I would venture to say that there is not a more difficult way out there to get rich, let alone get rich quick. Getting “rich” or more simply put achieving success in the music industry is rarely an overnight process. It usually takes years of labor behind the scenes before a project is visibly successful to the public. Additionally what may appear to be a commercial success may amount to a project that is effectively a loss of money for investors and an artist or band who is effectively completely broke, living gig to gig.

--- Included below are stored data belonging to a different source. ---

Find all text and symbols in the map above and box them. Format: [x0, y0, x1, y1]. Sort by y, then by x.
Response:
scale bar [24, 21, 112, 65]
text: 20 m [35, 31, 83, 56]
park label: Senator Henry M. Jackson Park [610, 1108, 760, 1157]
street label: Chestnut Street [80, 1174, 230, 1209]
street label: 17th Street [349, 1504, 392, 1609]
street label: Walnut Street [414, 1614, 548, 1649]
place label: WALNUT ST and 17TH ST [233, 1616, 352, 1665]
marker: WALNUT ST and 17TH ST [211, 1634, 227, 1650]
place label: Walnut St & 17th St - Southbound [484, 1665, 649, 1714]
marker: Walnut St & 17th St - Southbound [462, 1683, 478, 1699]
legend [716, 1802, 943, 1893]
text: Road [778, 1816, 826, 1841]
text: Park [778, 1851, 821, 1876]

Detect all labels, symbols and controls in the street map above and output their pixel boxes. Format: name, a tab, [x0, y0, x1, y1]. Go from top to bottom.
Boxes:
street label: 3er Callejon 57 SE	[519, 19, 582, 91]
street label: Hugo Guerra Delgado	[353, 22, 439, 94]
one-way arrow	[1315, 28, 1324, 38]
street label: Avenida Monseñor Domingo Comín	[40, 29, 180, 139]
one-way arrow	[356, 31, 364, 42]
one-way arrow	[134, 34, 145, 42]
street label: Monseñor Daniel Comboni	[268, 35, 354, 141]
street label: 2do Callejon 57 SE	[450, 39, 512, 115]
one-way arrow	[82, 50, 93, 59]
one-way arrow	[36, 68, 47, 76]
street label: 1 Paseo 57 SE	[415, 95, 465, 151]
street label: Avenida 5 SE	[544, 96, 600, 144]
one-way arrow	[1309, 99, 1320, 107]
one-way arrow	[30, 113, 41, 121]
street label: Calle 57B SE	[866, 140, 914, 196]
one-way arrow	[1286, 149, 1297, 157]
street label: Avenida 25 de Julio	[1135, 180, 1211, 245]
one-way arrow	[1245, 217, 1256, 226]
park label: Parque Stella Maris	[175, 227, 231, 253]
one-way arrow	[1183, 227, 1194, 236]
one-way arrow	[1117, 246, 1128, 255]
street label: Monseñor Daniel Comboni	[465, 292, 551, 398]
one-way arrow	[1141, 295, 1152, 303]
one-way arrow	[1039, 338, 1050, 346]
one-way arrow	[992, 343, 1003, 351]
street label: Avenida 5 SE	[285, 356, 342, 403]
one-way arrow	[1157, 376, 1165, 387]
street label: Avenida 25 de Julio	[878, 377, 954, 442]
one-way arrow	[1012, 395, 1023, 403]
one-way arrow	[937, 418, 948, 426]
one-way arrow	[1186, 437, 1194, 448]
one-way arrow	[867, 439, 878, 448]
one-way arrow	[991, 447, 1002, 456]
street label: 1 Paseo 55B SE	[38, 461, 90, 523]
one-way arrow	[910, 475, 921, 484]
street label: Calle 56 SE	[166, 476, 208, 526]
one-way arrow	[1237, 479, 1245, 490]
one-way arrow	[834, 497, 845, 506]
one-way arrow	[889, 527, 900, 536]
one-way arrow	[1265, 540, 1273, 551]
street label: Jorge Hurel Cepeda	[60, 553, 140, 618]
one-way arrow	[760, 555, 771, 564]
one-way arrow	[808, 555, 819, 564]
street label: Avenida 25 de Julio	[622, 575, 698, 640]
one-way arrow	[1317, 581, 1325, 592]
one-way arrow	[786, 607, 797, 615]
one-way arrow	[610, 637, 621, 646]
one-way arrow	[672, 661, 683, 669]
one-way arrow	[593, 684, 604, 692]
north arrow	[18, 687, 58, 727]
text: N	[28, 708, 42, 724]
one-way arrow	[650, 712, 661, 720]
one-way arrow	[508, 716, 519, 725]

Lets start our discussion pre paradigm shift that happened in the early 2000’s. The idea was that an artist would play the right showcase who had the big A&R sitting in the audience, or send a demo to the right executive, that would discover the artist, and then sign them to a major deal, with a big advance of course, and the artist would be majorly rich and successful, the dream. Does the music industry work like this today? Absolutely NOT. Did it ever? Well sort of, for the most part, yes. Here is the reality of the “dream” I just described. Did an artist really ever make money from their music itself? NO — absolutely not. (talk through the standard royalty debt model)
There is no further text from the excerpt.